Grant Showbiz (real name Grant Cunliffe) is a British record producer principally known for his work with The Fall, The Smiths, and Billy Bragg plus as an artist in his own right with Moodswings.  He has worked on more albums by both The Fall (15) & Billy Bragg (14) than any other producer, and continues to work with Bragg. Showbiz has been awarded Gold Records for The Smiths' Rank, Billy Bragg's Don't Try This At Home and The Wilco/Bragg collaboration Mermaid Vol.1, and received Grammy nominations for both Mermaid Avenue Vols 1 & 2.

Career
Showbiz started as a soundman for anarcho-hippypunks Here & Now in 1976. Showbiz ran the sound and stage at many free festivals such as Windsor and Stonehenge. Stamping his personality on proceedings, using a microphone plugged into the soundboard, he would often amiably harangue those onstage to get on with it, or off, as circumstances might merit. He quickly forged links with the punk scene, producing albums for Alternative TV & The Fall. In 1979 he set up the Ladbroke Grove-based Street-Level Studio with Kif Kif (ex drummer of Here & Now) & José Gross (ex keyboard player from Here & Now, guitarist from Blank Space and The Real Imitations), going on to record a swathe of bands including The Fall, Alternative TV, Mark Perrys' Good Missionaries, The Door And The Window, 012, World Domination Enterprises, The Mob, Impossible Dreamers, The Astronauts, Blyth Power, Brian Brain, The Petticoats, Androids Of Mu, The Instant Automatons & Take It - many released on the associated pioneering DIY record label Fuck Off Records.
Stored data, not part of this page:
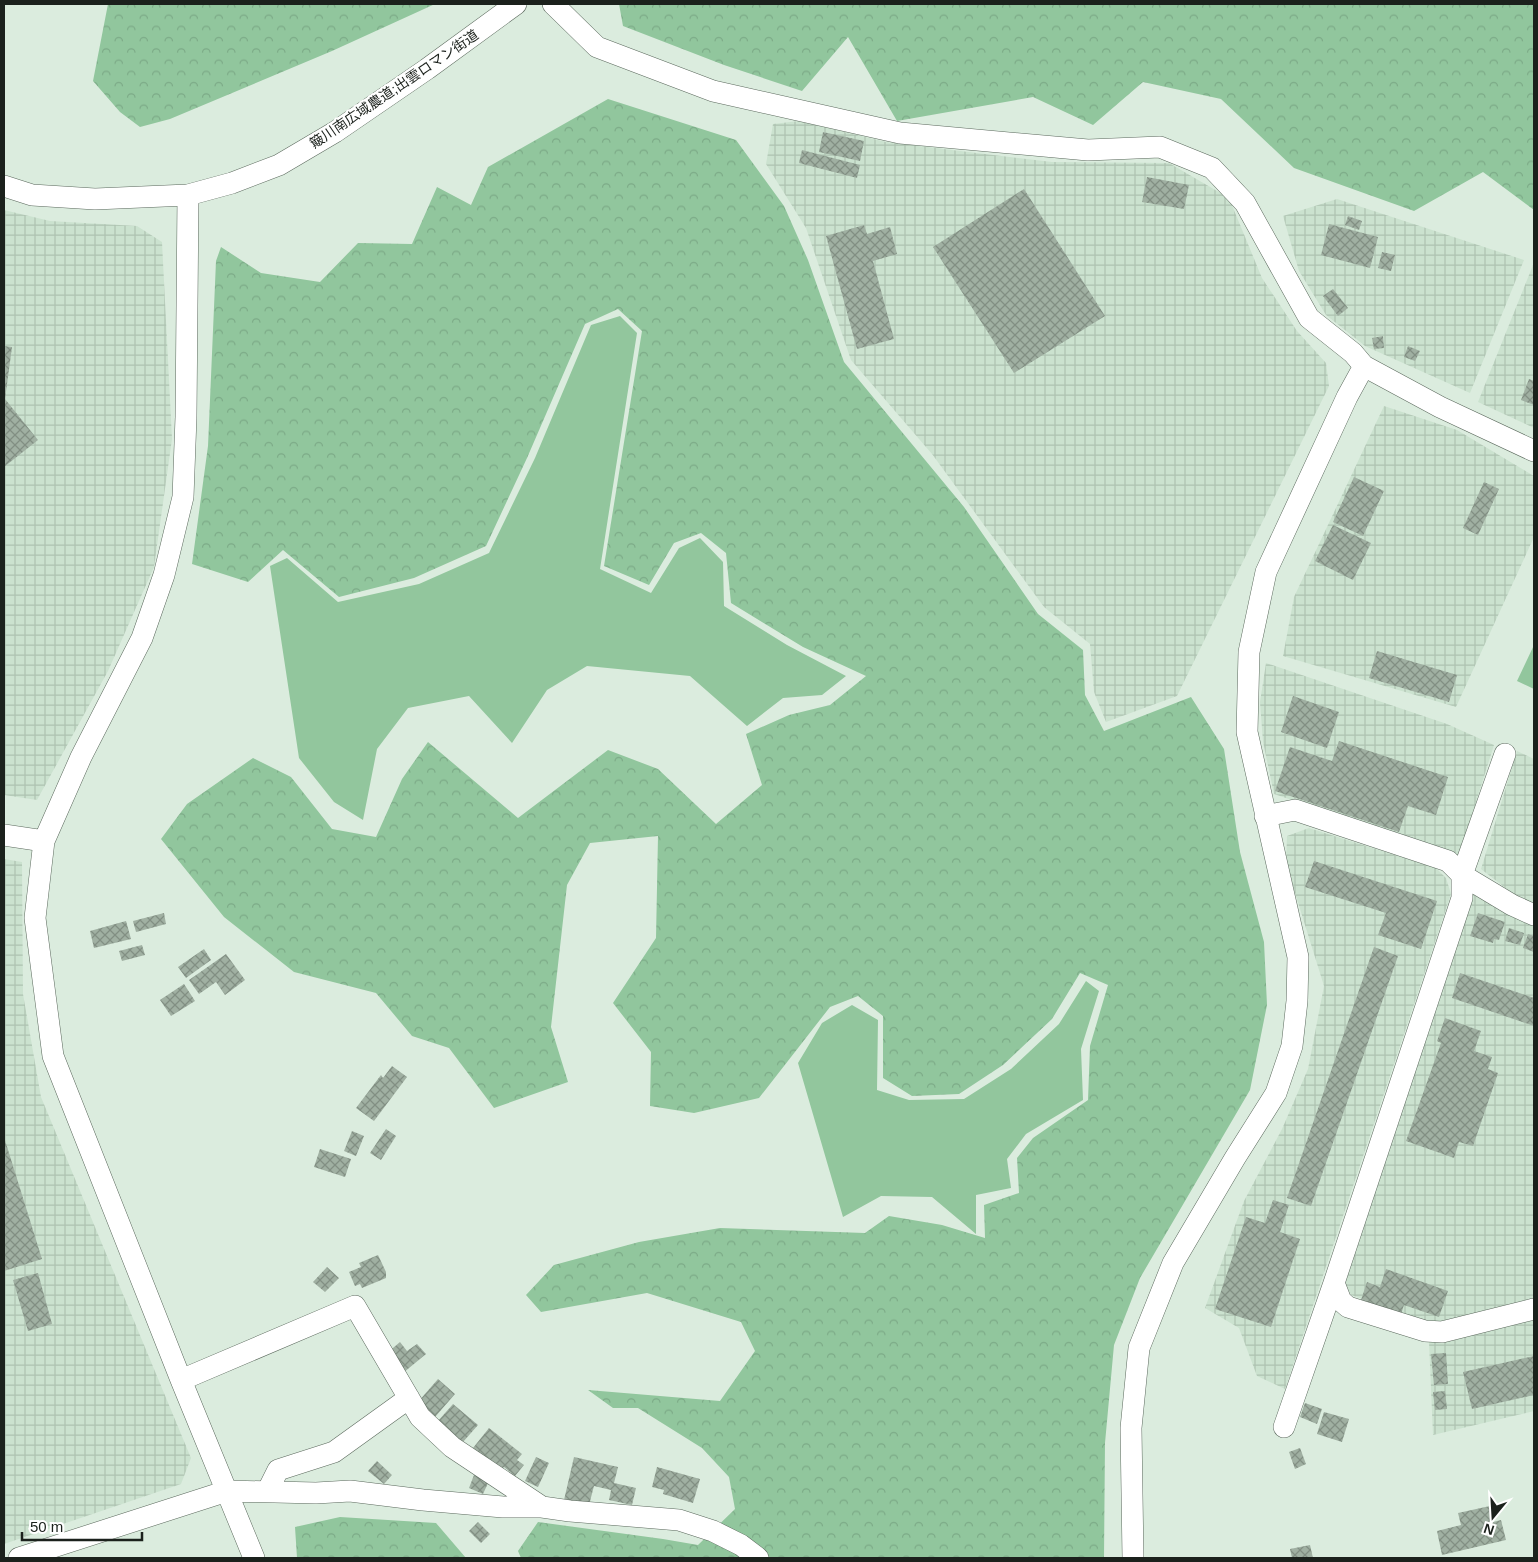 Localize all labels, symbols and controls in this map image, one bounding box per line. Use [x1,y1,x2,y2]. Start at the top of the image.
street label: 簸川南広域農道;出雲ロマン街道 [307,26,481,152]
north arrow [1468,1492,1518,1542]
scale bar [22,1510,142,1542]
text: 50 m [30,1518,63,1535]
text: N [1482,1520,1496,1539]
At this time Showbiz also began making music himself, playing bass in Blue Midnight (who he continues to record & play live with).
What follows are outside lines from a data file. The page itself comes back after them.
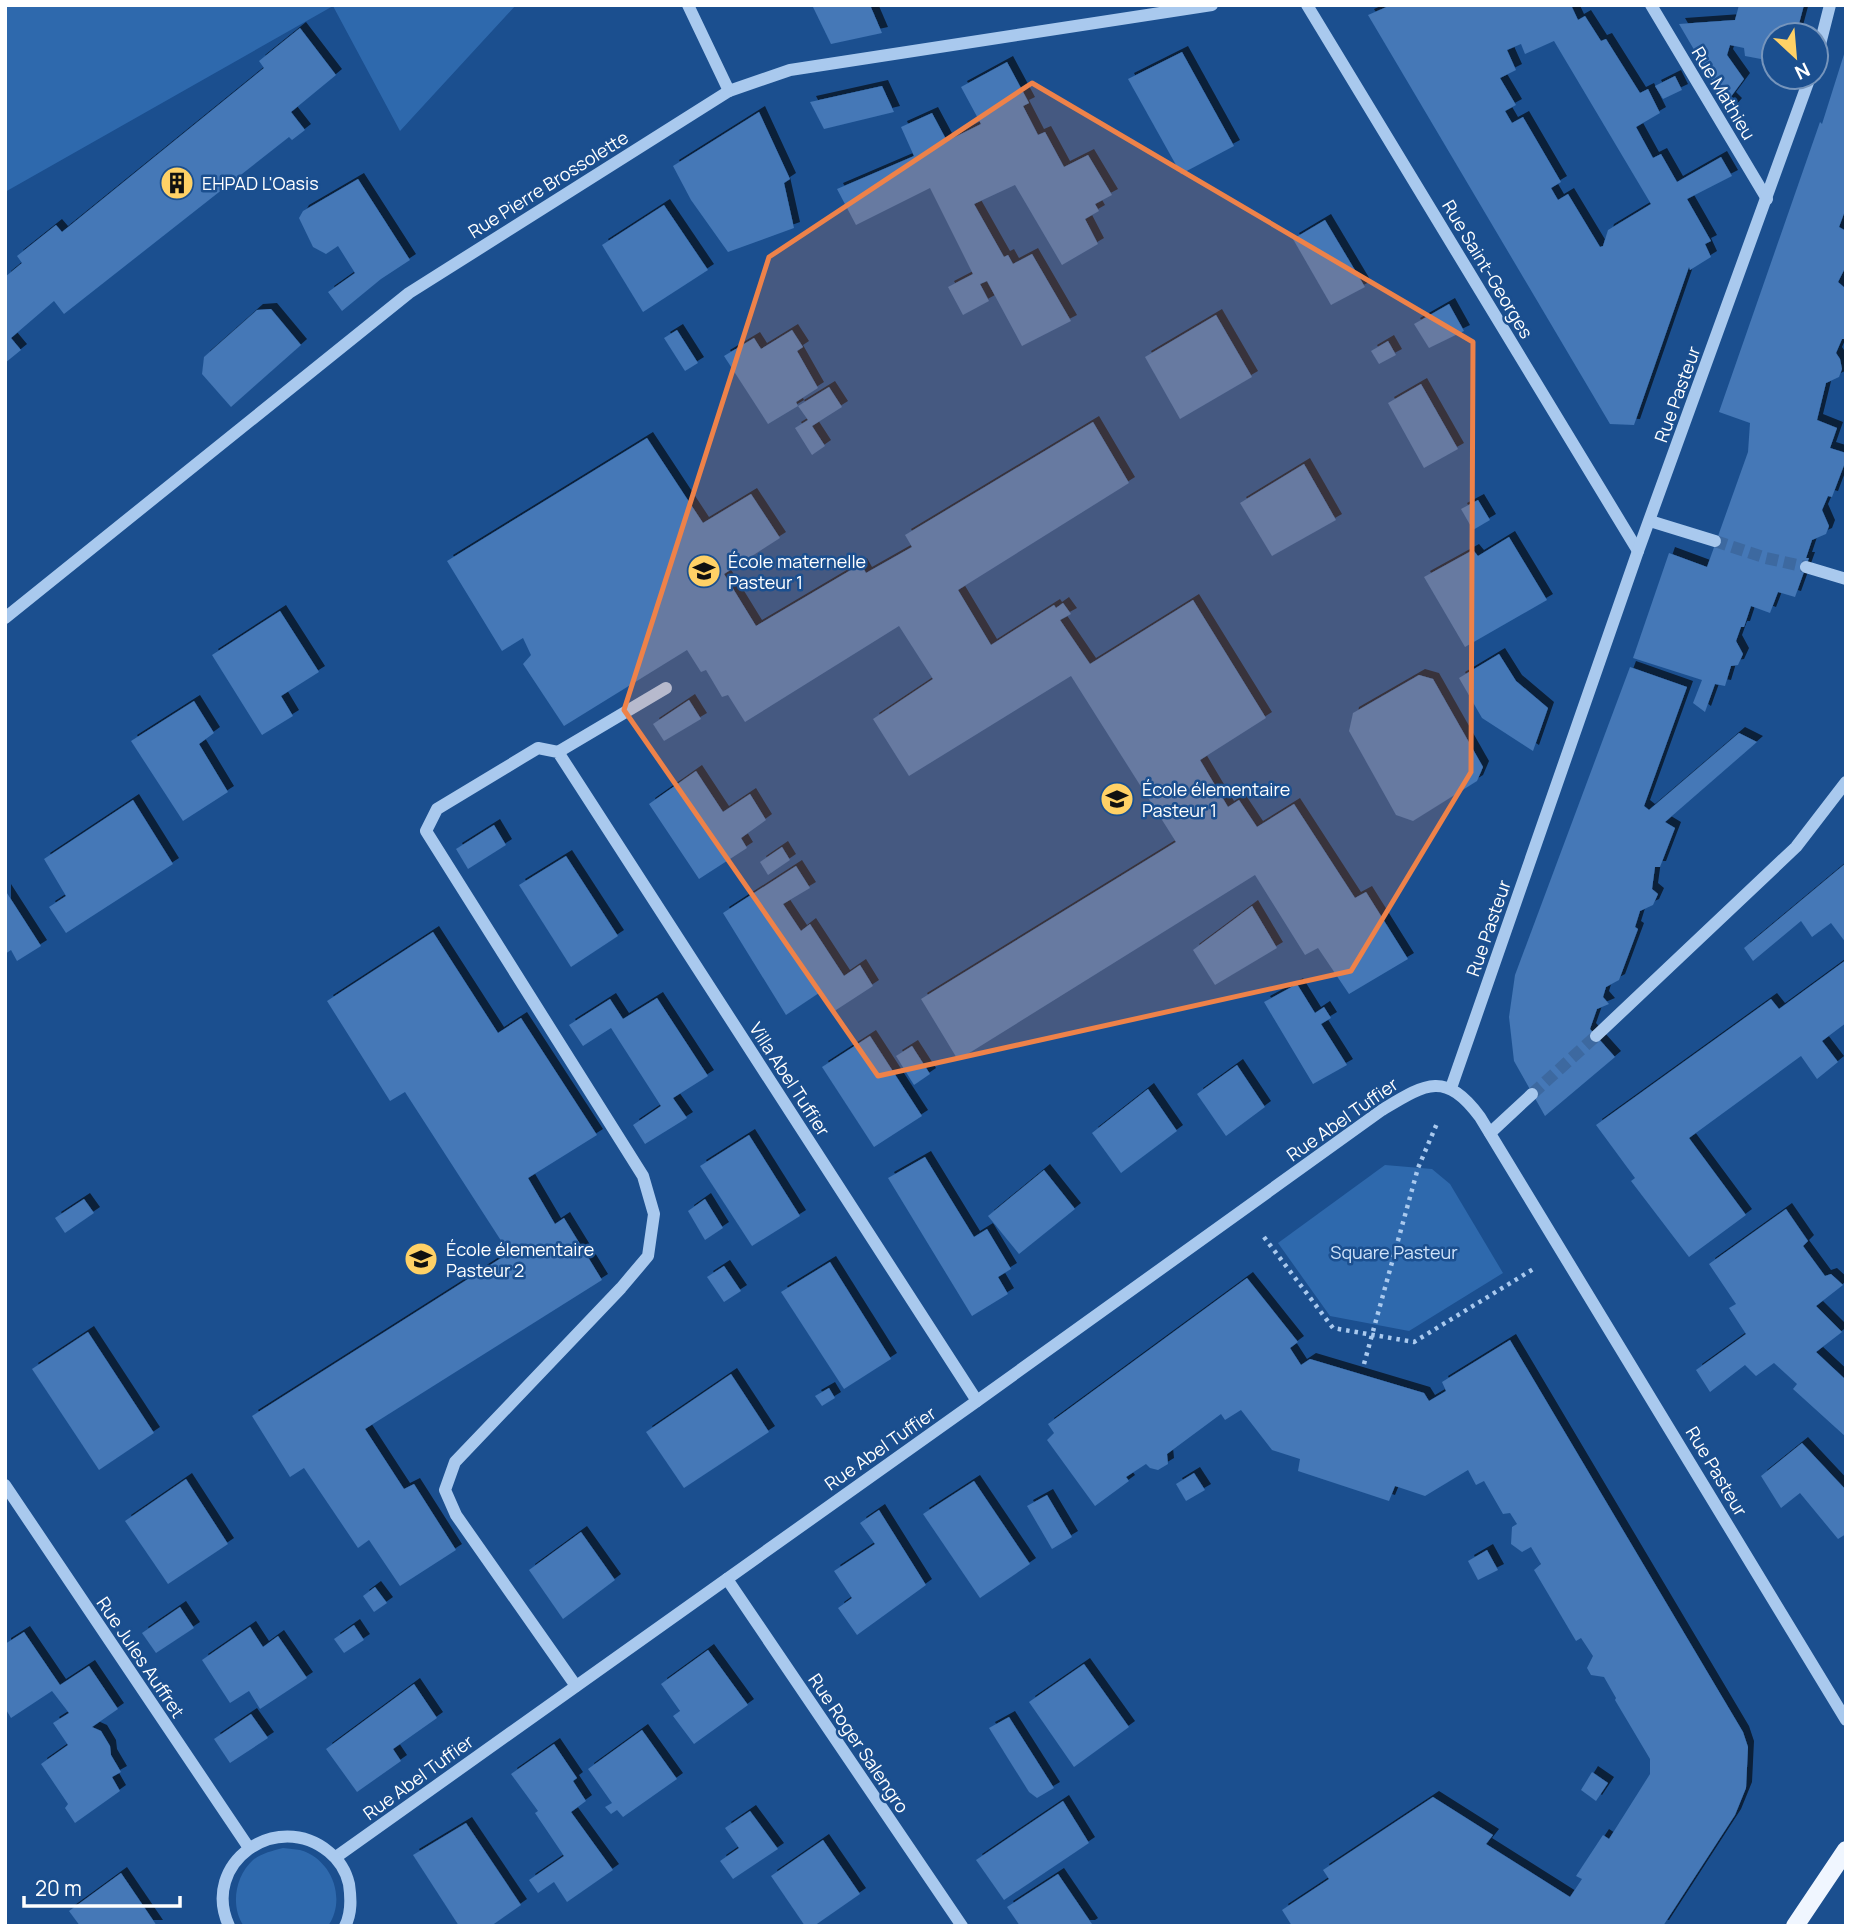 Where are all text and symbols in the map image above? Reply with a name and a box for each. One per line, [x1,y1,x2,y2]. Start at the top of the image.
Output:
north arrow [1760,21,1830,91]
street label: Rue Mathieu [1687,42,1761,144]
text: N [1791,57,1814,86]
street label: Rue Pierre Brossolette [463,125,633,243]
building icon: EHPAD L'Oasis [158,164,196,202]
place label: EHPAD L'Oasis [202,171,319,195]
street label: Rue Saint-Georges [1437,195,1539,343]
street label: Rue Pasteur [1649,342,1706,445]
place label: École maternelle Pasteur 1 [728,549,866,594]
school or university icon: École maternelle Pasteur 1 [685,552,723,590]
place label: École élementaire Pasteur 1 [1142,777,1290,822]
school or university icon: École élementaire Pasteur 1 [1098,780,1136,818]
street label: Rue Pasteur [1460,876,1516,979]
street label: Villa Abel Tuffier [744,1018,836,1141]
street label: Rue Abel Tuffier [1282,1071,1403,1166]
place label: École élementaire Pasteur 2 [446,1237,594,1282]
school or university icon: École élementaire Pasteur 2 [402,1240,440,1278]
park label: Square Pasteur [1330,1240,1458,1264]
street label: Rue Abel Tuffier [820,1400,941,1495]
street label: Rue Pasteur [1681,1422,1753,1521]
street label: Rue Jules Auffret [92,1592,190,1722]
street label: Rue Roger Salengro [803,1669,915,1817]
street label: Rue Abel Tuffier [358,1729,478,1825]
scale bar [24,1864,180,1908]
text: 20 m [35,1874,82,1902]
Through connections with Rough Trade Showbiz became The Smiths live sound engineer, working with them from their fifth gig until their last gig in 1986. He produced their live album  Rank and recorded their last ever tracks "Work Is a Four Letter Word" and "I Keep Mine Hidden". He filmed a backstage video Reel Around the Fountain of their 1984 UK tour and recorded most of their live shows.

From 1989, Showbiz was member of studio-based band Moodswings until their 2002 album Horizontal.

Showbiz continues to tour as sound engineer for Billy Bragg.

Personal life
He is married to Frank Chickens frontwoman Kazuko Hohki.

Discography

Blue Midnight

Albums
Love Not Devotion
Le Bal Des Idiots
Blue Midnight
Father Of Apples
Balance

Singles
Street-Level E.P.
Just A Dream

Billy Bragg

Albums
The Internationale
Don't Try This At Home
William Bloke
Bloke On Bloke
Mermaid Avenue Vol 1 (with Wilco & Natalie Merchant)
Reaching To The Converted
Mermaid Avenue Vol 2 (with Wilco)
Bill's Bargains
Must I Paint You A Picture? (The Essential Billy Bragg)
England Half English
Live At the Barbican
Boxsets Vol 12
Mr Love & Justice
Pressure Drop

Singles
The Boy Done Good
Take Down The Union Jack
Johnny Clash

The Fall

Albums
Dragnet (1979)
Totales' Turns	(1980)
Grotesque (1980)
Slates (1981)
A Part Of America Therein (1982)
Hex Enduction Hour (1982)
The Frenz Experiment (1988)
Shiftwork (1991)
Twenty Seven Points (1995)
The Legendary Chaos Tapes (1996)
The Unutterable(2000)
Country On The Click - The Real New Fall LP   (2003)
Live At Deeply Vale (2005)
Imperial Wax Solvent (2008)
Last Night At The Palais  (2009)
Re-Mit (2013)

Singles
There's A Ghost In My House (1987)
Hi Tension Line (1990)
The Chiselers (1996)

The Smiths

Album
Rank (1988)

B sides
Nowhere Fast
Stretch Out And Wait
Shakespeare's Sister
Meat Is Murder
Work Is A Four Letter Word
I Keep Mine Hidden

Moodswings

Albums
Moodfood
Live At Leeds
Psychedelicatessen

References

External links 
 

British record producers
Living people
Place of birth missing (living people)
Year of birth missing (living people)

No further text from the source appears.